Poi, gli astronauti lasciarono il modulo lunare, tornando a occupare il modulo di comando (la piccola capsula a forma di tronco di cono). Il modulo lunare, la loro scialuppa di salvataggio, fu sganciato e poco dopo si sfracellò nell’atmosfera (se le cose fossero andate come nei piani iniziali, la sua fine avrebbe dovuto essere sulla Luna).
Con lo scudo termico orientato verso il suolo, il modulo di comando iniziò il suo rientro sulla Terra, causando una prevista interruzione. Allo scadere dei quattro minuti richiesti per poter tornare a comunicare, i tecnici della NASA non ricevettero nessuna trasmissione. Le televisioni di tutto il mondo stavano seguendo in diretta l’evento, preoccupati che lo scudo termico non avesse retto e che il modulo di comando, con i tre astronauti di Apollo 13, si fosse polverizzato durante il rientro.
Passarono ancora due lunghissimi minuti prima che le comunicazioni fossero ripristinate e si sentissero le voci dell’equipaggio. Rallentato dai paracadute, il modulo di comando si tuffò nelle acque dell’oceano Pacifico meridionale; l’equipaggio fu recuperato dalla nave Iwo Jima della marina militare statunitense.

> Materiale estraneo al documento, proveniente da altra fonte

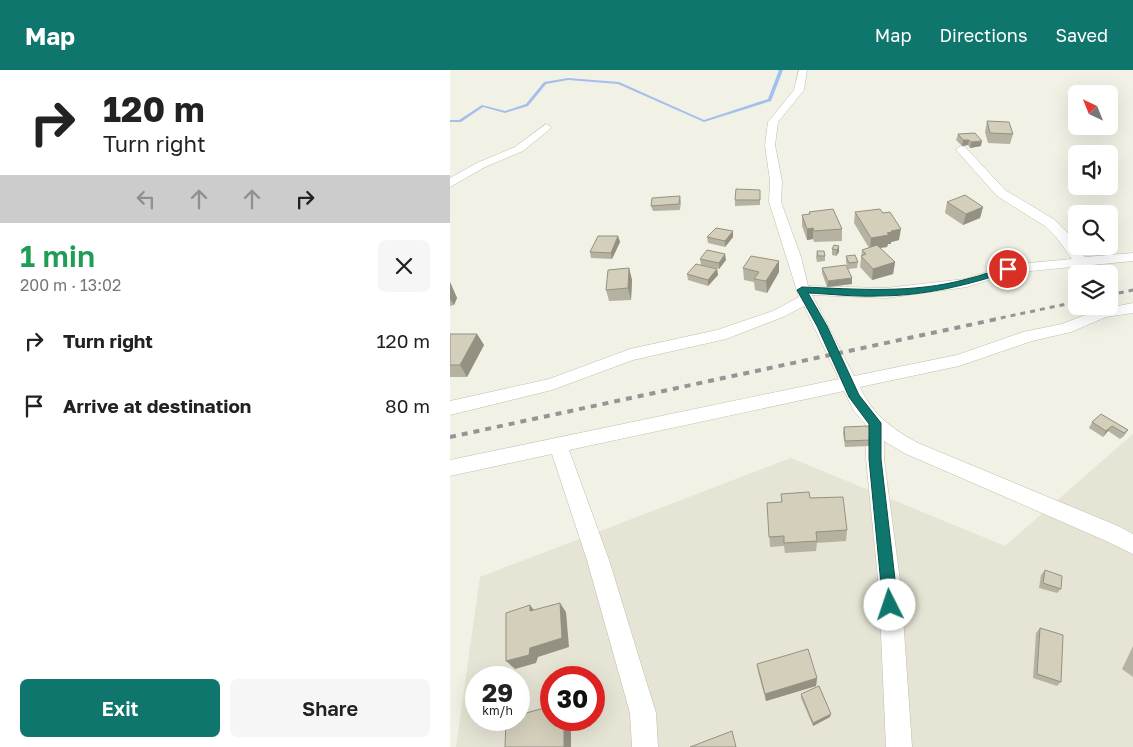 <!DOCTYPE html>
<html lang="en">
<head>
<meta charset="utf-8">
<style>
  :root { --surface:#fff; --page:#f6f6f6; --text:#222; --muted:#767676; --accent:#0f766e }
  body { margin:0; font-family:"Golos Text",sans-serif; background:var(--page); color:var(--text); height:100vh; display:flex; flex-direction:column; font-size:19px; white-space:nowrap }
  * { box-sizing:border-box; margin:0 }
  p { font-size:16px; color:var(--muted) }
  .icon { flex:none; width:28px; height:28px; fill:none; stroke:currentColor; stroke-width:2; stroke-linecap:round; stroke-linejoin:round }
  .map { position:relative; flex:1; overflow:hidden }
  .sheet { display:flex; flex-direction:column; background:var(--surface); width:450px }
  .sheet>* { flex:none }
  .guide { background:#fff; color:var(--text); overflow:hidden }
  .needle { width:32px; rotate:317deg }
  .controls { position:absolute; left:618px; top:15px; display:grid; gap:10px }
  .controls a { display:grid; place-items:center; width:50px; height:50px; border-radius:8px; background:var(--surface); box-shadow:0 5px 20px #0002; font-size:25px }
  .speed { position:absolute; left:15px; top:596px; display:flex; gap:10px; font-size:25px; font-weight:700; text-align:center }
  .speed>* { display:grid; place-content:center; width:65px; height:65px; border-radius:50%; background:var(--surface); box-shadow:0 5px 20px #0002; line-height:1 }
  .speed small { font-size:12px; font-weight:400 }
  .speed .limit { border:8px solid #d22; background:#fff; color:#111 }
  .pin { position:absolute; display:grid; place-items:center; width:42px; height:42px; color:#fff; margin:-21px; border:2px solid #fff; border-radius:50%; box-shadow:0 1px 5px #0007 }
  .me { position:absolute; width:55px; margin:-28px; rotate:356deg; stroke-linejoin:round; filter:drop-shadow(0 0 4px #0008) }
  .turn { display:flex; align-items:center; gap:18px; height:105px; padding:0 20px; font-size:22px }
  .turn .icon { width:65px; height:65px; stroke-width:2.5 }
  .turn b { display:block; font-size:35px; line-height:42px }
  .lanes { display:flex; align-items:center; height:48px; padding:0 20px; background:#0003; justify-content:center; gap:25px; direction:ltr }
  .lanes .off { opacity:.35 }
  .round { display:grid; place-items:center; flex:none; width:52px; height:52px; border-radius:8px; background:var(--page) }
  .summary { display:flex; align-items:center; justify-content:space-between; height:85px; padding:0 20px }
  h1 { font-size:30px; font-weight:600; line-height:38px; color:#1e9e55 }
  .cta { display:flex; gap:10px; margin-top:auto; padding:10px 20px }
  .cta a { flex:1; height:58px; border-radius:8px; background:var(--accent); color:#fff; font-size:20px; font-weight:600; line-height:58px; text-align:center }
  .cta a+a { background:var(--page); color:var(--text) }
  ul { padding:0; list-style:none }
  li { display:flex; align-items:center; gap:15px; height:65px; padding:0 20px }
  li div { flex:1 }
  li b { display:block; font-size:19px }
  li em { font-style:normal }
  header { display:flex; align-items:center; gap:30px; box-sizing:border-box; height:70px; padding:0 25px; background:var(--accent); color:#fff }
  header strong { font-size:24px }
  nav { display:flex; gap:28px; margin-inline-start:auto; font-size:18px }
  main { display:flex; flex:1; min-height:0 }
  .map>svg:first-child { display:block }
  .residential { fill:#e6e4d4; fill-rule:evenodd }
  .lines { fill:none; stroke-linecap:round; stroke-linejoin:round }
  .stream { fill:#a3bfed; fill-rule:evenodd }
  .minor-casing { stroke:#c0bdab; stroke-width:1 }
  .minor { fill:#fff; fill-rule:evenodd }
  .rail-far1 { stroke:#959595; stroke-width:3; stroke-dasharray:5 5; stroke-linecap:butt }
  .rail { stroke:#959595; stroke-width:4; stroke-dasharray:6 6; stroke-linecap:butt }
  .wall { fill:#b5b2a1 }
  .shaded-wall { fill:#949183 }
  .building { fill:#d3cfbb; stroke:#949183 }
  .route { fill:#0f766e; stroke:#0a4d48 }
</style>
</head>
<body>
<header>
<strong>Map</strong>
<nav><a>Map</a><a>Directions</a><a>Saved</a></nav>
</header>
<main>
<section class="sheet">
<div class="guide">
<div class="turn"><svg class="icon" aria-label="right" viewBox="0 0 24 24"><path d="M7 20v-9h11M14 6l5 5-5 5"/></svg><div><b>120 m</b>Turn right</div></div>
<div class="lanes"><svg class="icon off" aria-label="left" viewBox="0 0 24 24"><path d="M17 20v-9H6M10 6l-5 5 5 5"/></svg><svg class="icon off" aria-label="ahead" viewBox="0 0 24 24"><path d="M12 20V5M6 11l6-6 6 6"/></svg><svg class="icon off" aria-label="ahead" viewBox="0 0 24 24"><path d="M12 20V5M6 11l6-6 6 6"/></svg><svg class="icon" aria-label="right" viewBox="0 0 24 24"><path d="M7 20v-9h11M14 6l5 5-5 5"/></svg></div>
</div>
<div class="summary"><div><h1>1 min</h1><p>200 m · 13:02</p></div><a class="round"><svg class="icon" aria-label="close" viewBox="0 0 24 24"><path d="M6 6l12 12M18 6L6 18"/></svg></a></div>
<ul>
<li><svg class="icon" aria-label="right" viewBox="0 0 24 24"><path d="M7 20v-9h11M14 6l5 5-5 5"/></svg><div><b>Turn right</b></div><em>120 m</em></li>
<li><svg class="icon" aria-label="arrive" viewBox="0 0 24 24"><path d="M6 21V4h12l-3 4 3 4H6"/></svg><div><b>Arrive at destination</b></div><em>80 m</em></li>
</ul>
<div class="cta"><a>Exit</a><a>Share</a></div>
</section>
<div class="map">
<svg width="683" height="677" viewBox="0 0 683 677">
  <rect width="100%" height="100%" fill="#f2f1e5"/>
  <path class="residential" d="M683,364V677H6L30,507L341,388L555,476ZM26,608H69V650H26ZM101,608H144V650H101Z"/>
  <g class="lines">
    <path class="stream" d="M329,0H333L321,31L254,52L168,14L118,10L96,14L78,36L55,43L33,37L11,52H0V50H9L32,35L55,41L76,34L94,12L118,8L169,12L254,50L318,29Z"/>
    <g class="minor-casing">
      <path id="minor" d="M349,0H357L354,20L328,52L325,75L332,111L331,132L351,187L358,216L436,218L515,209L558,195L622,189L607,168L595,156L547,126L507,81L506,79L511,76L515,77L555,120L605,150L617,162L635,187L683,183V191L560,203L517,217L436,228L362,225L404,306L507,285L573,262L612,254L648,240L683,233V243L656,247L621,262L582,271L509,296L410,317C422,344 442,359 468,373L668,456L683,464V484L654,470L454,383L434,371V389L451,518L462,677H436L429,518L416,389V355L404,341L394,321L119,380L159,490L193,601L206,643L208,677H182L180,643L137,490L102,384L0,406V390L389,309L354,236L333,247L276,269L183,290L102,320L0,345V331L99,309L180,279L267,260L323,241L349,227L319,132L320,111L315,75L318,52L344,20Z
        M96,54L101,57L100,59L73,81L35,97L0,117V108L27,93L65,77Z"/>
    </g>
    <use href="#minor" class="minor"/>
    <path class="rail-far1" d="M659,225L683,220
      M541,250L626,232"/>
    <path class="rail" d="M0,367L547,249"/>
  </g>
  <path class="wall" d="M537,51L563,64L560,74L538,73L535,62Z
    M508,64L531,76L520,78L518,75L512,76L506,70Z
    M310,120V135L285,136V130Z
    M230,126L231,132L230,140L203,141L201,136Z
    M497,132L533,137L530,148L513,155L495,143Z
    M359,142L392,159V171L364,172L363,169L357,170L352,156V145L359,144Z
    M405,142L449,170L441,172V174H438L437,177L430,178L445,192L443,204L422,210L410,197L412,180L419,178L404,153Z
    M283,161V167L275,177L258,173L257,167Z
    M168,166L170,172L162,189L141,188L140,182Z
    M384,175L389,182L386,186L382,185V179Z
    M367,181L375,186V191L367,192L366,187Z
    M396,186L408,192L407,198L398,199L396,192Z
    M250,189L276,190L269,199L251,195Z
    M329,191V202L317,223L305,220L304,212L294,210L293,198Z
    M179,198L182,210L181,230L159,231L156,220Z
    M372,198L402,208V214L377,217L372,203Z
    M267,199L268,205L258,216L238,210L237,204Z
    M0,212L7,228L4,235L0,236Z
    M0,264H27L34,275L17,307H0Z
    M651,344L678,360L674,366L670,369L658,361L653,367L639,358L642,352Z
    M394,357L421,370L420,376L395,377L393,363Z
    M331,424L360,428L397,460L396,471L367,473L366,481L335,483L334,476L320,477L317,433L332,432Z
    M595,500L611,519L607,523L589,518L591,505Z
    M590,558L611,612L607,616L583,608L586,563Z
    M683,576V607L672,599Z
    M307,594L367,608L366,616L316,631L308,602Z
    M351,624L380,647L363,656L351,628Z"/>
  <path class="shaded-wall" d="M513,70H519L518,75L512,76Z
    M532,71L531,76L520,78L521,72Z
    M533,137L530,148L513,155L516,144Z
    M363,158V169L357,170V159Z
    M451,159L449,170L441,172V174H438L437,177L420,179L421,168L437,163L441,161Z
    M283,161V167L275,177V171Z
    M168,166L170,172L162,189L161,183Z
    M389,176V182L386,186L387,180Z
    M275,184L276,190L269,199V193Z
    M329,191V202L317,223L316,211Z
    M445,192L443,204L422,210L423,199Z
    M179,198L182,210L181,230L178,218Z
    M267,199L268,205L258,216V210Z
    M402,208V214L377,217L378,211Z
    M0,212L7,228L4,235L0,229Z
    M27,264L34,275L17,307L10,295Z
    M662,356L658,361L653,367L656,361Z
    M110,533L116,542L119,577L88,587L86,593L65,599L56,591L80,578Z
    M80,535L87,544L80,541Z
    M367,608L366,616L316,631L315,624Z
    M381,644L380,647L363,656V653Z
    M114,650H121V677H114Z"/>
  <path class="building" d="M537,51L559,52L563,64L540,63Z
    M525,63L532,71L521,72L519,70H513L508,64Z
    M286,119L310,120V130H285Z
    M515,125L533,137L516,144L497,132Z
    M230,126L229,134L201,136L202,128Z
    M383,139L392,159L364,161L363,158L357,159L352,145L360,144L359,142Z
    M430,139L433,143L440,142L451,159L441,161L442,162L437,163L439,165L421,168L405,142Z
    M266,158L283,161L275,171L257,167Z
    M148,166H168L161,183L140,182Z
    M384,175L389,176L387,180L382,179Z
    M427,175L445,192L423,199L411,186L416,184L412,180Z
    M257,180L275,184L269,193L250,189Z
    M367,181H374L375,186H368Z
    M405,185L408,192L399,193L396,186Z
    M301,186L329,191L316,211L304,209L309,202L293,198Z
    M246,194L267,199L258,210L237,204Z
    M396,195L402,208L378,211L372,198Z
    M179,198L178,218L156,220L158,200Z
    M0,264H27L10,295H0Z
    M651,344L678,360L674,363L662,356L656,361L642,352Z
    M419,356L421,370L395,371L394,357Z
    M359,422L360,428L393,427L397,460L366,462L367,471L334,473V466L319,467L317,433L332,432L331,424Z
    M595,500L612,506L611,519L593,513Z
    M110,533L112,568L80,578L79,585L56,591V543L80,535V541Z
    M590,558L613,565L611,612L587,604Z
    M358,579L367,608L315,624L307,594Z
    M369,616L381,644L363,653L351,624Z
    M101,636V650H114V677H55L56,650H69V645Z
    M282,661L286,677H240Z"/>
  <path class="route" d="M558,197H561V201C518,215 474,226 428,226C405,227 381,224 358,223L377,256L409,325L431,353V389L448,535L446,540L440,542L435,540L433,535L419,389V354L399,327L367,256L347,220L352,217C407,219 463,224 517,209C531,206 544,200 558,197Z"/>
</svg>
<div class="controls">
<a><svg class="needle" viewBox="-14 -14 28 28"><path d="M0-13l5 13h-10z" fill="#e53935"/><path d="M0 13l5-13h-10z" fill="#767676"/></svg></a>
<a><svg class="icon" aria-label="sound" viewBox="0 0 24 24"><path d="M4 9h4l5-4v14l-5-4H4zM17 9q2 3 0 6"/></svg></a>
<a><svg class="icon" aria-label="search" viewBox="0 0 24 24"><circle cx="10" cy="10" r="6"/><path d="M15 15l6 6"/></svg></a>
<a><svg class="icon" aria-label="layers" viewBox="0 0 24 24"><path d="M12 4l9 5-9 5-9-5zM3 14l9 5 9-5"/></svg></a>
</div>
<div class="speed"><div>29<small>km/h</small></div><div class="limit">30</div></div>
<div class="pin" style="left:558px;top:199px;background:#d93025"><svg class="icon" aria-label="arrive" viewBox="0 0 24 24"><path d="M6 21V4h12l-3 4 3 4H6"/></svg></div>
<svg class="me" style="left:440px;top:535px" viewBox="-20 -20 40 40"><circle r="19" fill="#fff"/><path d="M0-13L10 11 0 6-10 11z" fill="#0f766e"/></svg>
</div>
</main>
</body>
</html>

Il disastro e il salvataggio di Apollo 13 divenne uno degli eventi mediatici più importanti della seconda metà del Novecento, subito dopo quello dell’allunaggio avvenuto poco meno di un anno prima. Solo negli Stati Uniti si stima che 40 milioni di persone osservarono alla televisione il rientro sulla Terra dell’equipaggio, con decine di altri milioni di persone in giro per il mondo, le quali fecero altrettanto, in attesa di vederli riemergere dalla loro capsula spaziale.
Oggi, Apollo 13
Negli anni seguenti l’incredibile storia di Apollo 13 sarebbe stata raccontata in libri, documentari e film, diventato un evento storico immortalato per sempre. Il più famoso dei quali sarebbe stato Apollo 13 di Ron Howard con Tom Hanks nei panni di Jim Lovell e della sua tuta spaziale.
A oggi il film più conosciuto e apprezzato sul tema, e quello che ha spolverato nuovamente la vicenda.
La frase famosa: “Houston, we’ve had a problem” (“Houston, abbiamo avuto un problema”), pronunciata da Lovell dopo l’esplosione a bordo, fu modificata e resa al presente con “Houston, we have a problem” (“Houston, abbiamo un problema”); rendendo più drammatica e incisiva la scena.
Il film ebbe talmente successo che oggi quasi tutti ricordano la frase detta da Hanks e non quella che fu realmente pronunciata da Lovell.